#### [Work to be completed]
Two lines below mark the span: the one containing "for (const [x, y, r, color]" and the one containing "trace(dot, '#f2f0fd', 2);". Set down both, plus every line between, exactly as they stand, and nothing else.

#### [Data under study]
----------------

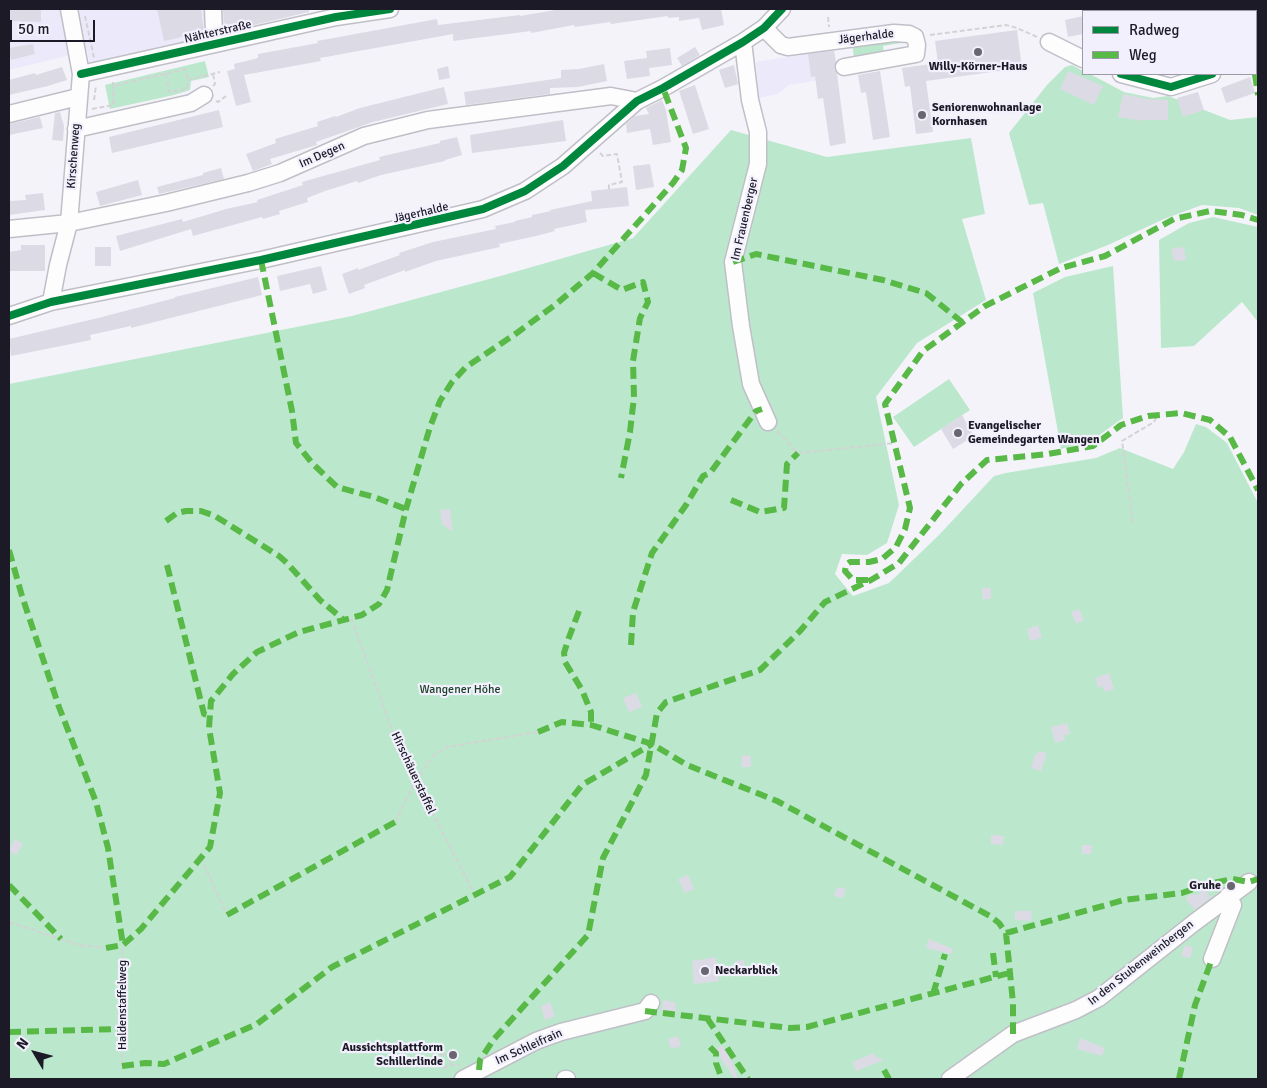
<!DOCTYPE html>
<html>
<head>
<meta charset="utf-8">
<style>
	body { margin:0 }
	#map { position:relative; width:1267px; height:1088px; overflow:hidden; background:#f4f3fa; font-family:Signika,sans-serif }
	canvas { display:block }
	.frame { position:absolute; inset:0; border:10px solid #1c1a26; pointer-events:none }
	.legend { position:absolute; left:1082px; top:10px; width:175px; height:65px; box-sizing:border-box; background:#f2f0fd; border:1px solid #9c9aa7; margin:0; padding:6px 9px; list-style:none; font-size:15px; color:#1c1a26 }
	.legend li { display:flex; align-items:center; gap:10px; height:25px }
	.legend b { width:25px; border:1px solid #9c9aa7 }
	.north { position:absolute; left:10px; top:1028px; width:50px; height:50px; -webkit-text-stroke:4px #f2f0fd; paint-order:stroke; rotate:307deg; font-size:14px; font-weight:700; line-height:20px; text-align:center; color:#1c1a26 }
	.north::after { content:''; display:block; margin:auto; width:18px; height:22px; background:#1c1a26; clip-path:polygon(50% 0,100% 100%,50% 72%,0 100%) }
	.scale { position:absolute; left:10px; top:20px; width:85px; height:22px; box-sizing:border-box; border:2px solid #1c1a26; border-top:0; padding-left:6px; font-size:15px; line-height:18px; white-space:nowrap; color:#1c1a26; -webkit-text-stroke:4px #f2f0fd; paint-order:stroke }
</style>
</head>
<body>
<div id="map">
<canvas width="1267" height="1088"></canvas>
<div class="frame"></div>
<ul class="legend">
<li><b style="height:6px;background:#00873e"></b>Radweg</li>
<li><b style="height:6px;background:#58b947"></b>Weg</li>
</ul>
<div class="north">N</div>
<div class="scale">50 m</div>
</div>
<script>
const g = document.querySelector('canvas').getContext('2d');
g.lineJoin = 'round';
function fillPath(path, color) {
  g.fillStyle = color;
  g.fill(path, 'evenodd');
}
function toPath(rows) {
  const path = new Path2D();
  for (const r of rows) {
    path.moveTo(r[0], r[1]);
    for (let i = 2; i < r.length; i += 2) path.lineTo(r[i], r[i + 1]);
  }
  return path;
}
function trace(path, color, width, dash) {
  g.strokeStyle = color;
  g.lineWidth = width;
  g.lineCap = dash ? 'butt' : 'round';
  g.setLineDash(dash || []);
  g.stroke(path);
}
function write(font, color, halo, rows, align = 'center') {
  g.font = font + ' Signika,sans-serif';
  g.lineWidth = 4.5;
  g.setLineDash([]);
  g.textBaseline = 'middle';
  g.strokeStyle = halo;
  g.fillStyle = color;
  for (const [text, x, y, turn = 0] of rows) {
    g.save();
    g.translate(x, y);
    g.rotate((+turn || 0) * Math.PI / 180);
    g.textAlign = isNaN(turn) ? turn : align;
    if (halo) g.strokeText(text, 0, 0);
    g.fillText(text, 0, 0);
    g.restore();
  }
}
fillPath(toPath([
	[9,9,221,9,209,35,89,67,88,51,9,70],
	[834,50,837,77,789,85,778,94,759,98,756,62]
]), '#eceafa');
fillPath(toPath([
	[898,36,907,42,883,46,884,53,854,57,852,44],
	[205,61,209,77,191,81,190,90,174,95,110,109,105,85],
	[1072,65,1083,71,1083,74,1090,74,1124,92,1153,98,1168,96,1230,120,1258,117,1258,215,1239,208,1202,205,1164,219,1108,245,1059,264,1043,203,1029,205,1009,133,1047,85,1065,67],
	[731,130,827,157,971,138,985,214,962,219,986,300,917,343,876,397,899,505,887,543,867,555,842,554,835,574,853,596,889,583,939,535,994,476,1006,473,1096,458,1120,448,1173,469,1184,452,1196,424,1206,427,1227,443,1258,503,1258,1079,9,1079,9,384,352,316,504,275,633,238],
	[1213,217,1258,227,1258,322,1242,302,1194,346,1161,348,1159,240,1189,223],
	[1113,266,1123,418,1091,441,1061,449,1033,293,1065,277],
	[949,379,970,410,914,447,893,417]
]), '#bbe8cc');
fillPath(toPath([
	[9,9,41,9,41,22,9,21],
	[157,9,201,9,204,32,164,41],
	[223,9,309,9,309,12,224,32],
	[561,9,721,9,724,25,702,30,699,18,679,21,679,17,668,18,668,16,611,24,610,22,575,27,574,25,531,33,531,31,453,41,453,34,320,58,321,61,244,75,251,102,236,106,227,71,235,69,234,64,258,58,258,54,318,43,317,41,437,19,438,25,520,15,520,16],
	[1083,16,1083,34,1068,37,1065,20],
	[1017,30,1022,68,926,81,933,132,916,134,910,86,905,87,902,68,938,63,935,41],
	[33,44,35,54,11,60,9,48],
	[695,47,700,55,682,66,677,58],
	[670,48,672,65,649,68,650,76,627,79,624,61,647,58,646,51],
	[834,51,836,62,834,68,837,74,846,143,830,146,823,98,818,99,815,76,811,77,808,54],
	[604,64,607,81,578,87,550,88,550,94,466,105,464,92,561,78,561,70,579,69],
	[734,65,738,84,725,88,719,70],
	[448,66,450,78,439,80,437,69],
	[62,67,67,80,48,86,9,95,9,80,35,73,36,75],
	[880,71,890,137,873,140,866,92,861,93,858,75],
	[1068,71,1103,86,1094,105,1060,89],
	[1250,77,1255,93,1226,103,1221,88],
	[695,85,709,129,693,134,679,91],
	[444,87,448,104,373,122,316,142,317,145,270,159,272,164,253,171,246,154,276,143,275,139,318,126,317,122,335,116,336,117,360,108],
	[1198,92,1204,110,1183,117,1177,98],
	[1123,94,1148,99,1168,100,1168,120,1142,120,1142,121,1118,117],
	[662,100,666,110,671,142,653,145,650,129,627,133,626,124,635,116,649,114,646,108],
	[219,110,223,127,112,153,109,137],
	[60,112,64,126,63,141,52,140,55,113],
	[40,117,43,128,9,135,9,124],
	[563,120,566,141,472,153,470,135],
	[457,137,462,155,445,160,445,161,381,175,358,183,357,181,325,191,307,198,308,202,279,211,280,214,263,219,262,217,193,236,191,229,120,251,116,236,182,219,183,222,226,209,258,202,257,200,303,185,302,182,380,160,379,157,440,143,440,141],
	[650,164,654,187,636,190,633,166],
	[221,168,224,179,159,194,157,187,203,175,203,173],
	[138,180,142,195,100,206,96,192],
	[627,187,629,206,585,210,587,222,554,229,555,231,536,236,499,244,500,247,436,261,405,272,405,270,364,285,365,288,349,294,342,274,358,268,358,270,400,255,399,253,433,242,496,229,495,226,515,222,515,221,532,217,532,215,551,211,550,210,592,201,591,191],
	[43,193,45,210,9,215,9,201,26,200,25,195],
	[21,245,45,245,45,271,9,271,9,252,21,250],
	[95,247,111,247,111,266,95,266],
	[1184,247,1186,260,1174,261,1171,249],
	[321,266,327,290,313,294,310,284,280,291,277,276],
	[258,277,262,295,131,328,131,326,90,335,91,340,11,356,9,339,98,318,175,298,175,297],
	[962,415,974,436,953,449,941,429],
	[450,509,453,532,442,524,440,510],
	[982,588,991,588,991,599,982,599],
	[1079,609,1084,620,1076,624,1071,612],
	[1038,625,1042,638,1030,641,1027,629],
	[1109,673,1114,689,1105,692,1102,686,1098,688,1095,678],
	[636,693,642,707,629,712,623,698],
	[1067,723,1070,734,1064,735,1065,740,1055,743,1051,727],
	[1038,751,1047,753,1041,771,1031,768,1035,754,1037,755],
	[742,755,751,756,751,767,741,767],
	[991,835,1004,836,1003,845,991,844],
	[15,839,23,844,16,855,9,850],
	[1082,845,1092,845,1091,854,1082,854],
	[688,875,694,889,685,893,678,879],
	[837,887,846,889,843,898,834,896],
	[1204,889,1211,897,1195,910,1187,901,1187,897,1190,894,1197,895],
	[1015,911,1032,911,1031,921,1015,920],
	[929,939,953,949,951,954,926,948],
	[1185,945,1193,948,1190,958,1181,956],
	[716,957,717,966,735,966,735,961,744,960,745,975,718,976,719,981,694,984,692,961],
	[663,1000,675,1002,676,1012,662,1011],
	[550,1002,555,1016,545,1020,541,1006],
	[678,1036,681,1046,671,1049,668,1039],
	[1080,1038,1105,1048,1102,1056,1077,1049],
	[722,1045,731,1058,738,1079,735,1079,715,1050],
	[874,1053,875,1056,884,1060,856,1071,852,1062]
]), '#dcdae5');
const minor = toPath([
	[764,28,781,45,788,47,894,33,909,34,915,37,917,45,916,54,844,67],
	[743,42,750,100,758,132,758,164,733,262,741,326,751,384,768,422],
	[1049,42,1083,59],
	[213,44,214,32,213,9],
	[1256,59,1258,58],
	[81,74,336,17,390,9],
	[1121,74,1171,87,1212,74],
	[9,114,78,97],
	[76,129,191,103,204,95],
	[9,229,69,223,166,203,248,183,280,173,364,136,428,120,611,96,637,101],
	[51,302,58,265,69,223,81,74,69,9],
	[9,316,51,302,261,260,483,209,525,191,563,166,637,101,663,88,743,42,764,28,782,9],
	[1212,959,1233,905,1228,896],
	[463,1079,536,1041,561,1032,645,1011,651,1003],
	[565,1079,567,1079],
	[950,1079,1013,1034,1076,1010,1099,998,1195,922,1249,882]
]);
trace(minor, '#c0bfc7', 19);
trace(toPath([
	[1236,9,1236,11],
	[85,16,94,58],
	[828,17,829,27],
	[930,35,1006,25,1017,28,1037,37],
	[166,74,169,92,187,89,188,80],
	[113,82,113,86,185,69,188,80,220,72],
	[213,86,215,84,213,74],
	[94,100,96,85],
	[216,101,218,102,226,96],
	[92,109,113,105,113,86],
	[600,153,603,156,617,154,622,182,609,185,609,189],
	[777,431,798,453,895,443],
	[1133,523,1122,441,1154,422,1157,416],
	[351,618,399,749,475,895],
	[395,822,415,782,434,755,447,747,538,732],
	[201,858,227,915],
	[9,922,79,945,106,948],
	[452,1065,447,1053,438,1056,442,1069,452,1065,460,1065],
	[122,1066,121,994,123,945]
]), '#d3d3d6', 2, [5, 2.5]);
trace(minor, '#fdfdfe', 16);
trace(toPath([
	[1255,74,1258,95],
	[261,260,292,411,296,443,312,463,337,487,374,497,406,509],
	[733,262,756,254,883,280,926,293,962,322],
	[593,273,622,290,643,282,648,302,640,318,633,361,634,397,630,432,621,478],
	[731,500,760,512,784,508,787,464,798,453],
	[166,521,177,513,186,511,201,511,215,516,279,556,287,563,320,600,344,620],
	[9,550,22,596,59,707,96,802,108,848,123,945],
	[167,565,204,714,210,716],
	[868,580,853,580,845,571,846,565,850,562,869,562,882,559,896,547,905,529,910,508,885,404,923,351,985,306,1061,268,1105,256,1174,219,1210,211,1242,215,1258,220],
	[579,611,568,640,564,653,565,662,582,690,591,712,591,725],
	[631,645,633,612,652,553,686,505,703,476,710,473,756,411,762,409],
	[538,732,562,722,591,725,652,744,687,765,777,801,990,916,999,923,1006,933,1013,1003,1013,1034],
	[9,885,61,939],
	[227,915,395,822],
	[1006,933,1124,900,1182,893,1208,884,1233,879,1249,882,1258,879],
	[106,948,123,945,141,929,210,847,220,793,209,728,211,701,233,674,257,652,299,632,362,615,379,604,387,590,406,509,430,427,440,401,452,382,466,367,514,335,555,305,593,273,673,183,682,170,686,148,663,88],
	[993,953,996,977],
	[933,994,945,954],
	[645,1011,790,1028,807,1027,1009,973],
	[707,1018,748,1079],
	[9,1032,122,1029],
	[710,1047,716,1053,716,1063,722,1079],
	[122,1066,145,1063,164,1064,257,1024,332,967,510,877,582,785,652,744],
	[479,1070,480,1060,494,1039,588,935,603,858,646,775,657,713,666,702,760,670,800,631,825,602,871,580,899,563,961,484,987,460,1048,454,1093,446,1121,425,1148,416,1181,413,1210,420,1230,437,1258,490],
	[884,1070,889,1079],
	[1179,1079,1195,1005,1212,959]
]), '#58b947', 6, [12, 6]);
trace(toPath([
	[81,74,336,17,390,9],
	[1121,74,1171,87,1212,74],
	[9,316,51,302,261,260,483,209,525,191,563,166,637,101,663,88,743,42,764,28,782,9]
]), '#00873e', 8);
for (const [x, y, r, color] of [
	[978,52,5,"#686670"],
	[922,115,5,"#686670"],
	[958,433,5,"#686670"],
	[1231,886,5,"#686670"],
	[705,971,5,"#686670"],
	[453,1055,5,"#686670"]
]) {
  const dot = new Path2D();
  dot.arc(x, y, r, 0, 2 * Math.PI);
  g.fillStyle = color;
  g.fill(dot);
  trace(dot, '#f2f0fd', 2);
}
write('12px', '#1c1a26', '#f2f0fd', [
	["Nähterstraße",218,32,-13],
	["Jägerhalde",866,37,-7],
	["Im Degen",322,155,-24],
	["Kirschenweg",74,156,-86],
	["Jägerhalde",421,213,-13],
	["Im Frauenberger",745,219,-77],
	["Hirschäuerstaffel",413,773,65],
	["In den Stubenweinbergen",1141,963,-38],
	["Haldenstaffelweg",123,1005,-90],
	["Im Schleifrain",529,1047,-24]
]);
write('bold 12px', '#1c1a26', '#f2f0fd', [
	["Willy-Körner-Haus",978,67,"center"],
	["Seniorenwohnanlage",932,108],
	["Kornhasen",932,122],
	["Evangelischer",968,426],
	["Gemeindegarten Wangen",968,440],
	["Gruhe",1221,886,"right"],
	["Neckarblick",715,971],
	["Aussichtsplattform",443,1048,"right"],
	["Schillerlinde",443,1062,"right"]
], 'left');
write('12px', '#1c4029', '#f2f0fd', [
	["Wangener Höhe",460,690]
]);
</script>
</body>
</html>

----------------

#### [Answer]
for (const [x, y, r, color] of [
	[978,52,5,"#686670"],
	[922,115,5,"#686670"],
	[958,433,5,"#686670"],
	[1231,886,5,"#686670"],
	[705,971,5,"#686670"],
	[453,1055,5,"#686670"]
]) {
  const dot = new Path2D();
  dot.arc(x, y, r, 0, 2 * Math.PI);
  g.fillStyle = color;
  g.fill(dot);
  trace(dot, '#f2f0fd', 2);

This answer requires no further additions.